88歳になった海洋冒険家の堀江謙一さん「マグマが噴き出してきた」…太平洋単独無寄港横断に挑戦へ
海洋冒険家の堀江謙一さん(88)が8日、兵庫県西宮市で記者会見を開き、来春にヨットによる単独無寄港での太平洋横断(米サンフランシスコ-日本)に挑戦することを明らかにした。
自身が2022年に達成した世界最高齢記録の更新を目指す。(阪神支局 岡大賀)
8日は堀江さんの88歳の誕生日。記者会見では「88歳で再度、『太平洋ひとりぼっち』で航海したいというチャレンジャーとしてのマグマが噴き出してきた。応援をお願いしたい」と新たな挑戦を宣言した。

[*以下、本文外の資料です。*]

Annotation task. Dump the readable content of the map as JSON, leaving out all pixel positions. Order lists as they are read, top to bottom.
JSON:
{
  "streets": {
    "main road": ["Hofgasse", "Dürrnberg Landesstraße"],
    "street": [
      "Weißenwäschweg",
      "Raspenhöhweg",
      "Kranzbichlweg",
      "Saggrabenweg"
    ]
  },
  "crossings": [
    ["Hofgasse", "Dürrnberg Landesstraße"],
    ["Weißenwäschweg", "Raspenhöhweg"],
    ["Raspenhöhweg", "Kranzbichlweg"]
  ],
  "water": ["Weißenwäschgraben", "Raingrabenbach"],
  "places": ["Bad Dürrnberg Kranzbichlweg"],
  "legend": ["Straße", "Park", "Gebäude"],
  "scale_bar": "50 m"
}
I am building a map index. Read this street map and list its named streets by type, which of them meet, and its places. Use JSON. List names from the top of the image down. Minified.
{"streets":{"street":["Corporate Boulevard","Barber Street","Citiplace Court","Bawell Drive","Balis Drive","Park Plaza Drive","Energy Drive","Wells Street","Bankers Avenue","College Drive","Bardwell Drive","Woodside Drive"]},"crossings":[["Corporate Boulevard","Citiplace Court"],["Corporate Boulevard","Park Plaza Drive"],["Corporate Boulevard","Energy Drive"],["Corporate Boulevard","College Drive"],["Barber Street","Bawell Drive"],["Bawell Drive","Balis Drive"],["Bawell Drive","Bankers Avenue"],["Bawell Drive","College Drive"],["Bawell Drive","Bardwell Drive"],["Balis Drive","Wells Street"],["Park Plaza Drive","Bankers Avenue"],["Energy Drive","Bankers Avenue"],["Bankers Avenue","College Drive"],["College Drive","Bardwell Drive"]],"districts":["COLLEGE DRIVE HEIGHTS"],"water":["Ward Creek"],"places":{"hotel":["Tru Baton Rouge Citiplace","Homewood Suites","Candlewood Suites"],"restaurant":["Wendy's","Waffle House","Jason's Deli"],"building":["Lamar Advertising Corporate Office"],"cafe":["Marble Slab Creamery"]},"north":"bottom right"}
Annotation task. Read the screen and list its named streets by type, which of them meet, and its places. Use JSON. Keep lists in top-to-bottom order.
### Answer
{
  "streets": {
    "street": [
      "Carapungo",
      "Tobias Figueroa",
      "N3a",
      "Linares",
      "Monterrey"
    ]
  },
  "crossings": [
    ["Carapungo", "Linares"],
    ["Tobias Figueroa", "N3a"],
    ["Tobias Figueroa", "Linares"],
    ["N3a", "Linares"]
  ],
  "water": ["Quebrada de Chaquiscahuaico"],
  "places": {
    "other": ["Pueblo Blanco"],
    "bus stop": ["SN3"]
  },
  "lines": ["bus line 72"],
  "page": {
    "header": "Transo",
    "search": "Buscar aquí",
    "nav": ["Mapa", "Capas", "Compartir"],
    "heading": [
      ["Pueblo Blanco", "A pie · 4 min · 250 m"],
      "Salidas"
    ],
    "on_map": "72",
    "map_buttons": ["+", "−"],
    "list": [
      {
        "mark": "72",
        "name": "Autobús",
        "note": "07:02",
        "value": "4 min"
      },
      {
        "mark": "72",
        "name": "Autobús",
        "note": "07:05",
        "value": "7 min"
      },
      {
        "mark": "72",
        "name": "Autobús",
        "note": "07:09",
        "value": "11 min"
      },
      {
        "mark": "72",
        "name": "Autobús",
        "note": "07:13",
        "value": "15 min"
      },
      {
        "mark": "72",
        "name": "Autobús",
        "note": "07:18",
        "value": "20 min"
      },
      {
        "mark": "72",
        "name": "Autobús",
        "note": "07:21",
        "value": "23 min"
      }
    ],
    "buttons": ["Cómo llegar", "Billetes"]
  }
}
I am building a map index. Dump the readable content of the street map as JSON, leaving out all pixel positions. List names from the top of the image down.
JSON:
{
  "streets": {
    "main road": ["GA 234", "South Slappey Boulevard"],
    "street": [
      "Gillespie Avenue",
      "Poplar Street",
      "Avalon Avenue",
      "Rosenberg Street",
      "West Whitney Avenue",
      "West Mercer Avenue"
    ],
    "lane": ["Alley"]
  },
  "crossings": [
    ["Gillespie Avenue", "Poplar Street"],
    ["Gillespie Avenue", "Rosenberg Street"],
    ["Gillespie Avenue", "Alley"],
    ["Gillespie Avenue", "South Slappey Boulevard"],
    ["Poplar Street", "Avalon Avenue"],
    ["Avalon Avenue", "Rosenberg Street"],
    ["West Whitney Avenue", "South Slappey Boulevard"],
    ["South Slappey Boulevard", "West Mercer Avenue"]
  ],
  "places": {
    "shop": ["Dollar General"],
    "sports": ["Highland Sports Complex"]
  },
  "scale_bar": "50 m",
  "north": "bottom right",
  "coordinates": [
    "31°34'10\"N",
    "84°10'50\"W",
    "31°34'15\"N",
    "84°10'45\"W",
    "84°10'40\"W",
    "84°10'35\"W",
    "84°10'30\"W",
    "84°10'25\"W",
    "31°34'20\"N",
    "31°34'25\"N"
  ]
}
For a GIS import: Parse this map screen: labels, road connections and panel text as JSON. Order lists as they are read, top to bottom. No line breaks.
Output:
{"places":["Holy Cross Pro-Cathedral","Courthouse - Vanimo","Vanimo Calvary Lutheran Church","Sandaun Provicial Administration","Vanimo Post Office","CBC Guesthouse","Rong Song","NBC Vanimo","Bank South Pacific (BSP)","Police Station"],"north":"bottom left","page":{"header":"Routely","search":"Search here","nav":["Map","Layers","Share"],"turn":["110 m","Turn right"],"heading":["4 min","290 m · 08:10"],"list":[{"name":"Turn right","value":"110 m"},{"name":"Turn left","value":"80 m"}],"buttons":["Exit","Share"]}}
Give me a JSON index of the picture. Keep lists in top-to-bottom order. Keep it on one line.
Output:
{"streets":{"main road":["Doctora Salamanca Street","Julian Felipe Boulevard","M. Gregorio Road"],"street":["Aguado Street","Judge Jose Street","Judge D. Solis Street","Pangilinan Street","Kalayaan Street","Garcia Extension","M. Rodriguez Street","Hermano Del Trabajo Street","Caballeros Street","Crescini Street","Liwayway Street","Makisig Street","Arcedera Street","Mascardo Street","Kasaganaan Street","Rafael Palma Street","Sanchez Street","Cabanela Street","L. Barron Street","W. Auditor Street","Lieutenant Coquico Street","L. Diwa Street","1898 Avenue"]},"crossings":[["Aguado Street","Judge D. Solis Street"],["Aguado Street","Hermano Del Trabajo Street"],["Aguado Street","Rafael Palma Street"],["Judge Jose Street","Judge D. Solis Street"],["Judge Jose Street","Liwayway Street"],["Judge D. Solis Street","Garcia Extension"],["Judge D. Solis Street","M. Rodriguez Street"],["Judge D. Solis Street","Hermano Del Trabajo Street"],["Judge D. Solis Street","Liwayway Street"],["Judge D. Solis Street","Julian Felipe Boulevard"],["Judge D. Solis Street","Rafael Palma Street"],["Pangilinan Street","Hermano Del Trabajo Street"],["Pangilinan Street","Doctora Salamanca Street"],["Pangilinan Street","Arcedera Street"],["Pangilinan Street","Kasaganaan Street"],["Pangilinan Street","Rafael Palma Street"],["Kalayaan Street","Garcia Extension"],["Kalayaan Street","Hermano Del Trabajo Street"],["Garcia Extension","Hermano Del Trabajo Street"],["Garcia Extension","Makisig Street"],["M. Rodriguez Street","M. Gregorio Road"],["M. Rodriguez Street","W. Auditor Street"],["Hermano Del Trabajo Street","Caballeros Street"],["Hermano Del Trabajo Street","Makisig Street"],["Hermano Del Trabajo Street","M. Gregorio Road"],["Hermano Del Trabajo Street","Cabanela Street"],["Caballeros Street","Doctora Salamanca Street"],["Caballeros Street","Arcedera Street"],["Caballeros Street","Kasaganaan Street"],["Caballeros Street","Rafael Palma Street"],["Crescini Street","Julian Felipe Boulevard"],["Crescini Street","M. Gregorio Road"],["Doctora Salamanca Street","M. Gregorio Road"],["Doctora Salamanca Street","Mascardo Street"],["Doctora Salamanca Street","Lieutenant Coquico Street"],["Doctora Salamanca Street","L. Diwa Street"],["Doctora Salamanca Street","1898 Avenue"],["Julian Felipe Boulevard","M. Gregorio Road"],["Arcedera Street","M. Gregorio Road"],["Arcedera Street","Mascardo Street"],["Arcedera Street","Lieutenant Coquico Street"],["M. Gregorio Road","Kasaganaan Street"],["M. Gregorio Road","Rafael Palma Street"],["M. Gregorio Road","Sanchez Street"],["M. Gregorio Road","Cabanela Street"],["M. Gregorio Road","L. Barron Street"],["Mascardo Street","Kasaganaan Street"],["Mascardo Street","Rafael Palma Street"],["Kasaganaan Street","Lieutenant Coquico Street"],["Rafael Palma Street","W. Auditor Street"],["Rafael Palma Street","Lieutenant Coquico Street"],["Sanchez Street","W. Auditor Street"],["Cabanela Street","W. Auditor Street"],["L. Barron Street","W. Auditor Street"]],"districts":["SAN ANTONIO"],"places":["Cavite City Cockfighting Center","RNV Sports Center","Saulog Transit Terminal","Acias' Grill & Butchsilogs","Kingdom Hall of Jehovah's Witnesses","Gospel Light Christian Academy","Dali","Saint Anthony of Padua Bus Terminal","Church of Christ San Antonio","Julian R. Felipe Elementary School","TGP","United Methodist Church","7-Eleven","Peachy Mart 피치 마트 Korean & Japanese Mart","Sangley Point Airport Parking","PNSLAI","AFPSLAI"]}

堀江さんは1962年、23歳の時に小型ヨットで西宮港からサンフランシスコへ渡り、ヨットによる単独無寄港の太平洋横断を世界で初めて達成した。航海記として同年に出版した「太平洋ひとりぼっち」はベストセラーとなり、菊池寛賞を受賞。翌年には、石原裕次郎主演で映画化された。その後もヨットで東西両回りでの世界一周を成し遂げるなど、これまでの遠洋航海は12回に及ぶ。
83歳だった2022年の航海は、米サンフランシスコを3月27日に出航。69日間かけて太平洋を渡り、6月4日に和歌山県沖の紀伊水道にゴールした。ヨットによる最高齢での単独航海太平洋横断として、ギネスの世界記録に認定された。
今回の公開も来年3月にサンフランシスコを出航し、早ければ5月末にも日本に到着する予定だ。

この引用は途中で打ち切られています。